4 golden rules of application (keep them so you don't forget!)
It's a bit funny to read such appeals from marketers, because in fact the rules are simple logic. It all starts with quantity. Serum is a concentrate. Two or three drops are really enough for the entire face. Pouring half a pipette on yourself at a time is just washing money down the sink, it won't work any faster.
Next, we have to think about where exactly we apply it. All moisturizers, where hyaluronic acid is the main star, require moisture. It makes sense to apply them to a still slightly damp face after washing it, then they work like a sponge. But serious active ingredients like retinol or vitamin C require exclusively dry skin, otherwise instead of rejuvenation you can get severe irritation and peeling.
The application process itself should not resemble kneading dough either. There is no point in stretching the skin by intensively rubbing the product in. It is enough to rub the drops between your fingers and lightly press your palms against your face.
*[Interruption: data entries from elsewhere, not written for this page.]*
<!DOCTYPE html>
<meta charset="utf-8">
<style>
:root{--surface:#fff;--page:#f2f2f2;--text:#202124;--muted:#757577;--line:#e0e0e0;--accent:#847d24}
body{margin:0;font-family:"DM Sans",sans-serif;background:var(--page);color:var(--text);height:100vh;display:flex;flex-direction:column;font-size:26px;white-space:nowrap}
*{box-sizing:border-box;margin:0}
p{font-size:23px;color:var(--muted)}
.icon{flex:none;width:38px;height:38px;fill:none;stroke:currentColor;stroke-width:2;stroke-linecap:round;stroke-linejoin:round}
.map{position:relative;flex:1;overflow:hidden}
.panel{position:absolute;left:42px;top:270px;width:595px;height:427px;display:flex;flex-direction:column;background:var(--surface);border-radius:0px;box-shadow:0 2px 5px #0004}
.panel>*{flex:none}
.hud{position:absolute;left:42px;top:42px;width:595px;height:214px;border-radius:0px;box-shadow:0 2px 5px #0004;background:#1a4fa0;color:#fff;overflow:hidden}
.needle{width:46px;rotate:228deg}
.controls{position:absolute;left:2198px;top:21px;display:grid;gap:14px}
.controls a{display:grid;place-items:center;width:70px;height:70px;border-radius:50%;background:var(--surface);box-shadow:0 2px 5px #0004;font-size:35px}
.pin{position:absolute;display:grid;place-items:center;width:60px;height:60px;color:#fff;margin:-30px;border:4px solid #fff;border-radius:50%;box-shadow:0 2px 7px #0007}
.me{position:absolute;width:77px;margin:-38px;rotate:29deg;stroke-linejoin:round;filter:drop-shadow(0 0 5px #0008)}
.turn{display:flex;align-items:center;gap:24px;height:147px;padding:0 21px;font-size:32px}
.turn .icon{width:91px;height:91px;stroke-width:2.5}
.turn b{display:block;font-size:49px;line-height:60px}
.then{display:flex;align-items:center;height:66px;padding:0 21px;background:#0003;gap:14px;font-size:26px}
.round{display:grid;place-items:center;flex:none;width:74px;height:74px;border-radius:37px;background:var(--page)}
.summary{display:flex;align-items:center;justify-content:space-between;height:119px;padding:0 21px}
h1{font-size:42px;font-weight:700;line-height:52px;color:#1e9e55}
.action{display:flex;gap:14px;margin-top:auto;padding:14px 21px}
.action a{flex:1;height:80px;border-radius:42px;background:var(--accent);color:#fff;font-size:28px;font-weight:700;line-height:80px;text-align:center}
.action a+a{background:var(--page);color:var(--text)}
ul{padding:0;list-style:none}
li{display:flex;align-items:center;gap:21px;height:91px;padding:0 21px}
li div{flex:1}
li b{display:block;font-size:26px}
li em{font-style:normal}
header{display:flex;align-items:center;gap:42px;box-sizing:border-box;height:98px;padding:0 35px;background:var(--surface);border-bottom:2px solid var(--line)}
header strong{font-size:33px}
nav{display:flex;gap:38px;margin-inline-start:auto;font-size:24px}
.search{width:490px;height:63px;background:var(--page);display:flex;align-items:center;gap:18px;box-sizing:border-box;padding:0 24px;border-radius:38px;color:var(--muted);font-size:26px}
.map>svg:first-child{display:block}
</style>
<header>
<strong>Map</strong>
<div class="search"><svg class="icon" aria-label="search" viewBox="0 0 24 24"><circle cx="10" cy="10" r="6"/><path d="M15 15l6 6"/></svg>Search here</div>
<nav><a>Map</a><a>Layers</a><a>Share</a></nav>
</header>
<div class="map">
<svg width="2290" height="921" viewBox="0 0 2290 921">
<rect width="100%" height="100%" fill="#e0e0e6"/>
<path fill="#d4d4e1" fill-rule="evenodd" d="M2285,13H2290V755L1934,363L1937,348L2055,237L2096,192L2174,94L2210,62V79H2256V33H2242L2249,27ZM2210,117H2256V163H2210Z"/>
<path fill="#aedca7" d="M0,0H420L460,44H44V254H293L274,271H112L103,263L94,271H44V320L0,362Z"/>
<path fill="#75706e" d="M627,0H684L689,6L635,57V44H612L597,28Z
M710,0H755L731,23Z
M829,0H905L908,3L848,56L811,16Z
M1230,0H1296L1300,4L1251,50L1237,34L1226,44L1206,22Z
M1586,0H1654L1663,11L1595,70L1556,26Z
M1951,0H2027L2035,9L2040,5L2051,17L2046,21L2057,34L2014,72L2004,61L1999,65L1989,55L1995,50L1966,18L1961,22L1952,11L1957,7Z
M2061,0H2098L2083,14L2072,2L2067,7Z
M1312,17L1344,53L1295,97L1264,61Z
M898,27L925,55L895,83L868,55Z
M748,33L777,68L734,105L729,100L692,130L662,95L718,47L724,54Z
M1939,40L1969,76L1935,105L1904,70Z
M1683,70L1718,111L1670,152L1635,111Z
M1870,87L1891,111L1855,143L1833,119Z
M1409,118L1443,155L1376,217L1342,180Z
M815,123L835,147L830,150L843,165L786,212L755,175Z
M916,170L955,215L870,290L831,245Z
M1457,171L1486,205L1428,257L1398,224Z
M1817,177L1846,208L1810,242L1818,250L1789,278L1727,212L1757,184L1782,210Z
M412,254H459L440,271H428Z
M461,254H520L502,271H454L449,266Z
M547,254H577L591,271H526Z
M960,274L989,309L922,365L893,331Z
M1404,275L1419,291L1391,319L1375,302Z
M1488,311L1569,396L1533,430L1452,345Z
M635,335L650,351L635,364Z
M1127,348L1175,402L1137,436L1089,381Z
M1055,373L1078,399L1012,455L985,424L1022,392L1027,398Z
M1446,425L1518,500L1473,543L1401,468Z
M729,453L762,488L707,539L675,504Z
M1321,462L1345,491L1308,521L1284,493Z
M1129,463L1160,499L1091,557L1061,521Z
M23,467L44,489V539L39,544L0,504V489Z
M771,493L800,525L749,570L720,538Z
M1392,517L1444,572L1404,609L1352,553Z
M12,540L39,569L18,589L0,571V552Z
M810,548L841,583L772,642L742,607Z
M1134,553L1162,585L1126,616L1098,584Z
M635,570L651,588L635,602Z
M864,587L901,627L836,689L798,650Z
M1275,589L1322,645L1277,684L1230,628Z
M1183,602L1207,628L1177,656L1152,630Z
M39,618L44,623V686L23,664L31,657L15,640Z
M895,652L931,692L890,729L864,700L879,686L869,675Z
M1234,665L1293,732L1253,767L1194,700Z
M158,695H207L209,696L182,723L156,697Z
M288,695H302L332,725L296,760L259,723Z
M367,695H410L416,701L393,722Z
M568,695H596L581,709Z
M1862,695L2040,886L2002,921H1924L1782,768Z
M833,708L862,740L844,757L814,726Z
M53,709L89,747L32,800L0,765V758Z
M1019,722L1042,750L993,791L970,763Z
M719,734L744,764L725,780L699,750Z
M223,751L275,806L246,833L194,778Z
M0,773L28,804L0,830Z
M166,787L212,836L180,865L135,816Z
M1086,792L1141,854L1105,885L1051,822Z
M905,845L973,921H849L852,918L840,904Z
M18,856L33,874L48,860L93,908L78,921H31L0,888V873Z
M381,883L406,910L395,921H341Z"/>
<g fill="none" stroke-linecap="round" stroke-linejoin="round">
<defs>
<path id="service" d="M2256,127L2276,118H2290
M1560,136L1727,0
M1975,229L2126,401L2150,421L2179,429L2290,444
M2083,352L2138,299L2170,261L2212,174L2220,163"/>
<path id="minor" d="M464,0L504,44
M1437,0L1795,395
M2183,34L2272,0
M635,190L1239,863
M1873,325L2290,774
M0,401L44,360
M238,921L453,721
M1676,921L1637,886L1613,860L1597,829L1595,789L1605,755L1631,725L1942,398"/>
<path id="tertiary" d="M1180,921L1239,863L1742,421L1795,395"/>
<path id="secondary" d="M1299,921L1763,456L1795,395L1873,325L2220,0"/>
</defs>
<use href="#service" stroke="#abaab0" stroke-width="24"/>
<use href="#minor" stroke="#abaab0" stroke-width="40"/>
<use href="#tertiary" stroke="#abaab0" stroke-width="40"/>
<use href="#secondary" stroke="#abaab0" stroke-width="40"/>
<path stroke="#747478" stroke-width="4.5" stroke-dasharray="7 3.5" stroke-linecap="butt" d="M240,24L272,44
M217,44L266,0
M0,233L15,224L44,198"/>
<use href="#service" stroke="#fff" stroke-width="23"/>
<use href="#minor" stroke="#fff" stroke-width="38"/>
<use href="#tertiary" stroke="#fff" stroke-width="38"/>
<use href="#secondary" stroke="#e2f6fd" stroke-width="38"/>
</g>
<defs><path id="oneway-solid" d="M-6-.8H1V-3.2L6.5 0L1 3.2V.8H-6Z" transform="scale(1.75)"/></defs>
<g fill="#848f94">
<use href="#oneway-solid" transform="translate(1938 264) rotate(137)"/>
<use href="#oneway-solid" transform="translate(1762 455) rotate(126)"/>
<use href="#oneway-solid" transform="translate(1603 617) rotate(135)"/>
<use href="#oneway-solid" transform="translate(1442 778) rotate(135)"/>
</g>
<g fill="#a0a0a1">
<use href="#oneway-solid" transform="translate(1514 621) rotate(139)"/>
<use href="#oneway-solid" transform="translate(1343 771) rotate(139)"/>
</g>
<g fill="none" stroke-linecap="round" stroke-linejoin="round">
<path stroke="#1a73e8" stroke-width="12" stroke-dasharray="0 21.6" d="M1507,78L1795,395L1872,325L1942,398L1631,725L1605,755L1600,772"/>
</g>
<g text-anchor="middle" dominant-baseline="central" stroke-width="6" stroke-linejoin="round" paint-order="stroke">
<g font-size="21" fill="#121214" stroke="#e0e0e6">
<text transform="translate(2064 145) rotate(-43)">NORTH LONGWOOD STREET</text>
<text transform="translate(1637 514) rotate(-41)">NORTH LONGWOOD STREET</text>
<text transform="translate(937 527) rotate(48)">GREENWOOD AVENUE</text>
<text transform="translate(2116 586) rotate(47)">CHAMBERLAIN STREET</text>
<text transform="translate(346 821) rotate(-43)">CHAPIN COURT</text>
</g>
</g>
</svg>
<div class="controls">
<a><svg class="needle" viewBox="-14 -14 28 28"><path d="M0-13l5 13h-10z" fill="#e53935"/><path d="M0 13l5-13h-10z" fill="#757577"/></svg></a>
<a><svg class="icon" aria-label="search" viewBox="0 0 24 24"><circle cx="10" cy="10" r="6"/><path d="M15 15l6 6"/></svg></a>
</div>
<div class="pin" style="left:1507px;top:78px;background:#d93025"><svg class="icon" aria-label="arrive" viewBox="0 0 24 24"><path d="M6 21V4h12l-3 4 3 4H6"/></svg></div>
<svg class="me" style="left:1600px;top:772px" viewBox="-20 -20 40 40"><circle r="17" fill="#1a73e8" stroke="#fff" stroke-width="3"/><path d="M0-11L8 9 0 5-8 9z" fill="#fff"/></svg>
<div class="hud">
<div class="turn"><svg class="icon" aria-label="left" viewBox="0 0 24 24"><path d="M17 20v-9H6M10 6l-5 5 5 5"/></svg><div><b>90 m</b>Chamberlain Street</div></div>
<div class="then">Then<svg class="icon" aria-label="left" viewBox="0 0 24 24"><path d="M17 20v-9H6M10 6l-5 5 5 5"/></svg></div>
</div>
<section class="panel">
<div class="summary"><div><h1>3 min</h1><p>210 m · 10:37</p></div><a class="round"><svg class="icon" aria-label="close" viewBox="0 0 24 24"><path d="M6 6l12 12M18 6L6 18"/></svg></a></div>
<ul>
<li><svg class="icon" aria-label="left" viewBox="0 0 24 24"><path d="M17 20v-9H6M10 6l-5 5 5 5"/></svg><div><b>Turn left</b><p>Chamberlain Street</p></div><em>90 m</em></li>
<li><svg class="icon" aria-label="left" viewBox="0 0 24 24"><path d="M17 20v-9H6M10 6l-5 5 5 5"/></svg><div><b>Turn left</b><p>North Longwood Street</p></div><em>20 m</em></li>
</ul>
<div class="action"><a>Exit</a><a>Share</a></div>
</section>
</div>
And finally, the cream. Any serum is quite volatile, and without a cream it will simply evaporate, leaving a feeling of tightness. The cream is needed as a lid that keeps everything useful inside. Of course, if it is a sticky July evening outside, and the skin is already oily, this convention can be neglected, but in other cases, there is no way without a cream.
What can't be mixed with what?
It seems like every day there's a new rule about how ingredients fight each other. To put it simply, vitamin C is great in the morning—it acts as a shield against city smog and the sun. Retinol and acids are strictly an evening affair, doing their work of renewal in the dark.
Remember: if you're playing with assets, your best friend in the morning is a cream with SPF, otherwise age spots will not last long.
But what you definitely shouldn’t do is mix retinol with acids in one evening. This is the fastest way to wake up with a face the color of a ripe tomato, which will also be unpleasantly flaky for the next few days. If you don’t want to think about compatibility at all, there are good old ceramides, panthenol and hyaluronic acid. They are absolutely peaceful and coexist peacefully with any other jars on the shelf.
Give your skin a day off
There is a strange illusion that if you miss even one day of active care, your body will turn into a pumpkin and your face will instantly wrinkle. In fact, the skin gets tired from constant stimulation.
When you have an arsenal of anti-wrinkle, anti-pigmentation, and anti-aging products, the worst thing you can do is try to use them all up in one week, or even one day. Alternating works much better. Tonight, something active. Tomorrow, basic moisturizing. And sometimes, it’s worth not applying anything at all, except for cleansers and a simple cream. In routine, as in life, the most beneficial thing is not the amount of effort, but banal adequacy and the ability to stop in time.